If a hexagon meets two shapes, one cannot be a triangle, so we're talking about two squares, the gonal prism. If the hexagon meets 3 other shapes, the first two are triangles. Make the third a square, avoiding the anti-gonal prism. Yet 6,3,3,4 and 6,3,4,3 both fail the walkaround test. That's it for the hexagon.
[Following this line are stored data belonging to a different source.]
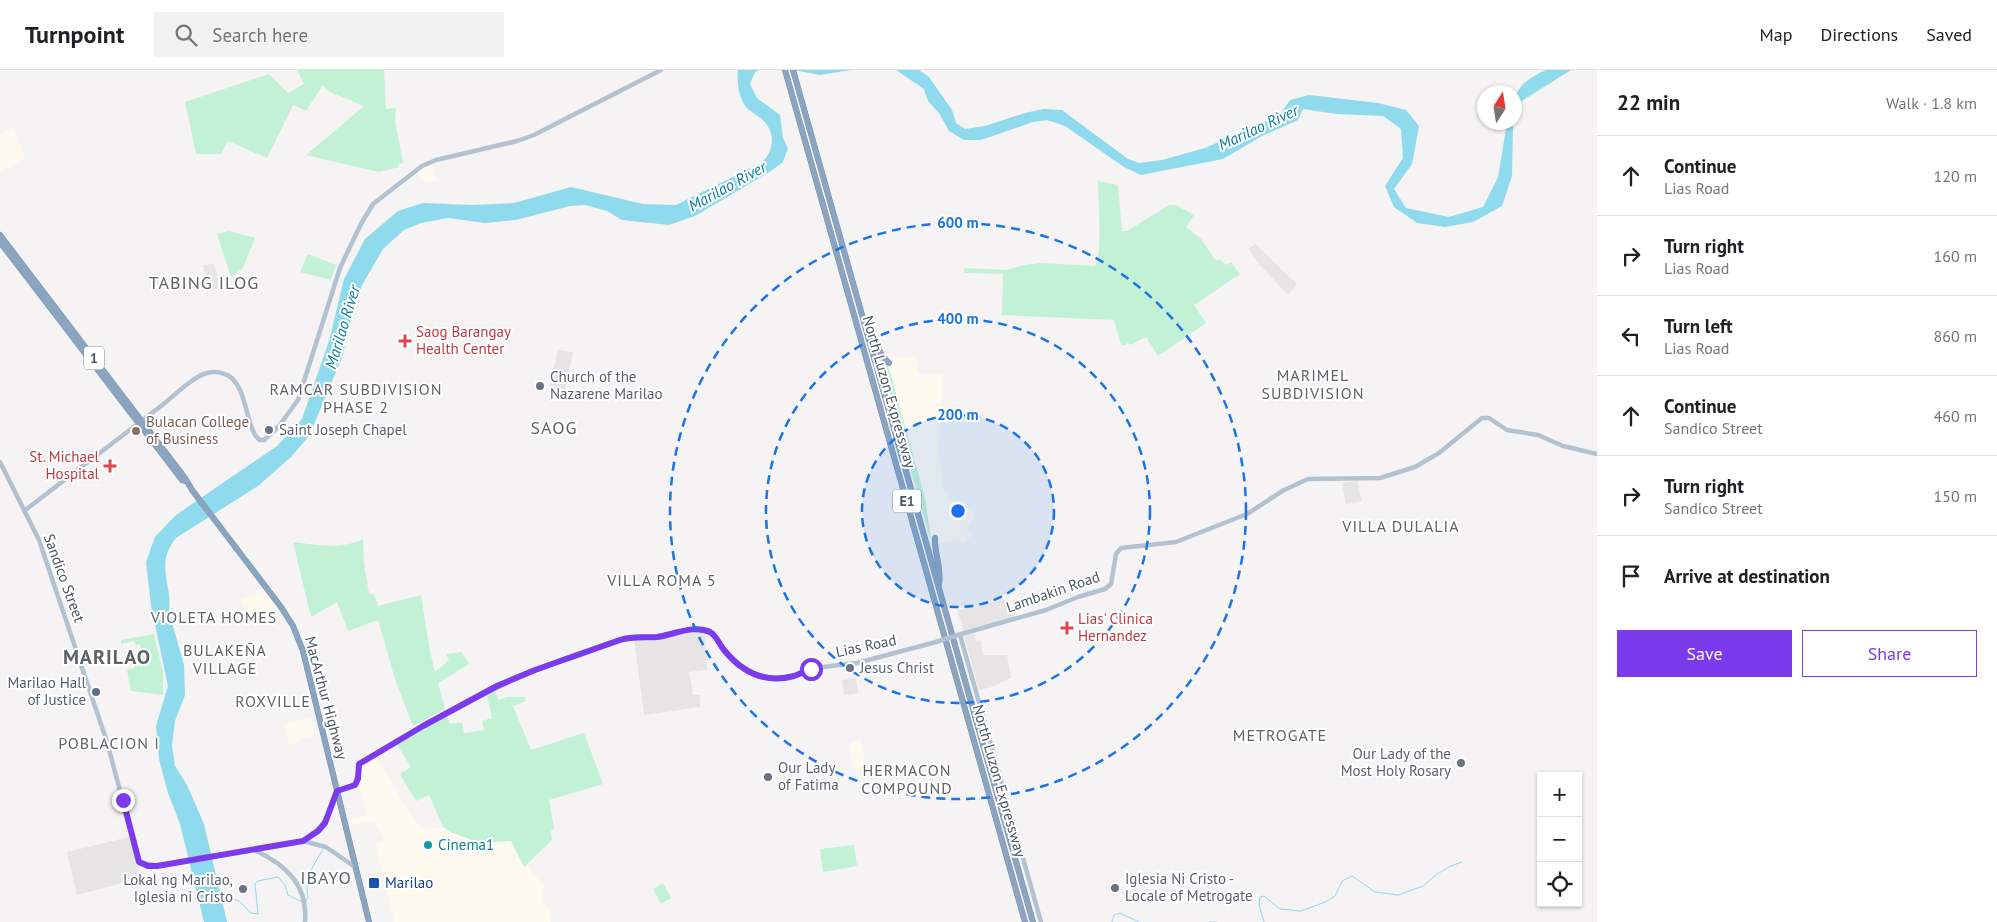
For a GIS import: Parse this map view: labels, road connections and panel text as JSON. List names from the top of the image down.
{
  "streets": {
    "highway": [
      "1",
      "North Luzon Expressway",
      "E1",
      "MacArthur Highway"
    ],
    "main road": ["Sandico Street", "Lambakin Road", "Lias Road"]
  },
  "crossings": [
    ["Sandico Street", "Lias Road"],
    ["Sandico Street", "MacArthur Highway"],
    ["Lambakin Road", "Lias Road"],
    ["Lias Road", "MacArthur Highway"]
  ],
  "districts": [
    "TABING ILOG",
    "MARIMEL SUBDIVISION",
    "RAMCAR SUBDIVISION PHASE 2",
    "SAOG",
    "VILLA DULALIA",
    "VILLA ROMA 5",
    "VIOLETA HOMES",
    "BULAKEÑA VILLAGE",
    "MARILAO",
    "ROXVILLE",
    "METROGATE",
    "POBLACION I",
    "HERMACON COMPOUND",
    "IBAYO"
  ],
  "water": ["Marilao River"],
  "places": {
    "health": ["Saog Barangay Health Center", "St. Michael Hospital", "Lias' Clinica Hernandez"],
    "other": [
      "Church of the Nazarene Marilao",
      "Saint Joseph Chapel",
      "Bulacan College of Business",
      "Jesus Christ",
      "Marilao Hall of Justice",
      "Our Lady of the Most Holy Rosary",
      "Our Lady of Fatima",
      "Cinema1",
      "Iglesia Ni Cristo - Locale of Metrogate",
      "Lokal ng Marilao, Iglesia ni Cristo"
    ],
    "transit": ["Marilao"]
  },
  "north": "top",
  "page": {
    "header": "Turnpoint",
    "search": "Search here",
    "nav": ["Map", "Directions", "Saved"],
    "heading": ["22 min", "Walk · 1.8 km"],
    "list": [
      ["Continue", "Lias Road", "120 m"],
      ["Turn right", "Lias Road", "160 m"],
      ["Turn left", "Lias Road", "860 m"],
      ["Continue", "Sandico Street", "460 m"],
      ["Turn right", "Sandico Street", "150 m"],
      "Arrive at destination"
    ],
    "buttons": ["Save", "Share"],
    "map_buttons": ["+", "−"]
  },
  "rings": ["600 m", "400 m", "200 m"]
}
Three squares and a triangle - that works. Two squares and two triangles makes the shape 4,3,4,3. One square joins 4 triangles to make a snub solid.
That's all the semiregular solids. They are presented in the table below.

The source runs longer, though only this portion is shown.